» **PROBLEM**
With the images removed, reproduce each entry below word for word.

++++++++

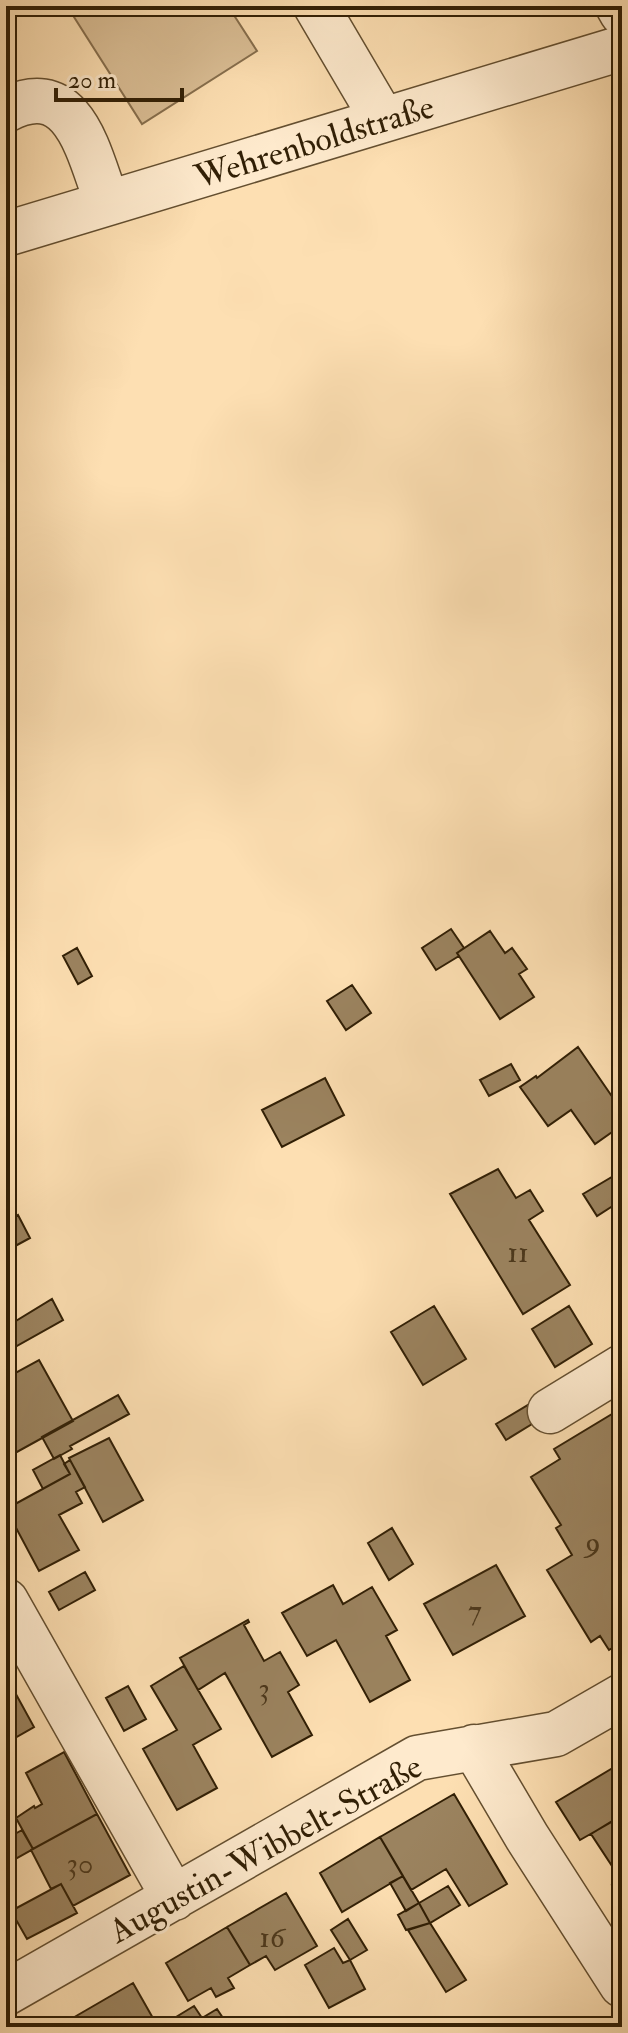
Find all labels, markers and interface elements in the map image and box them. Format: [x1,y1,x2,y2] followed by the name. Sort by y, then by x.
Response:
[56,52,182,102] scale bar
[68,65,117,96] text: 20 m
[189,86,439,200] street label: Wehrenboldstraße
[507,1234,529,1271] house number: 11
[583,1524,601,1561] house number: 9
[468,1592,482,1629] house number: 7
[258,1670,270,1707] house number: 3
[101,1745,430,1954] street label: Augustin-Wibbelt-Straße
[67,1845,93,1882] house number: 30
[259,1919,287,1956] house number: 16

++++++++

» **WRITTEN RESPONSE**
Find all labels, markers and interface elements in the map image and box them. Format: [x1,y1,x2,y2] followed by the name. Sort by y, then by x.
Response:
[56,52,182,102] scale bar
[68,65,117,96] text: 20 m
[189,86,439,200] street label: Wehrenboldstraße
[507,1234,529,1271] house number: 11
[583,1524,601,1561] house number: 9
[468,1592,482,1629] house number: 7
[258,1670,270,1707] house number: 3
[101,1745,430,1954] street label: Augustin-Wibbelt-Straße
[67,1845,93,1882] house number: 30
[259,1919,287,1956] house number: 16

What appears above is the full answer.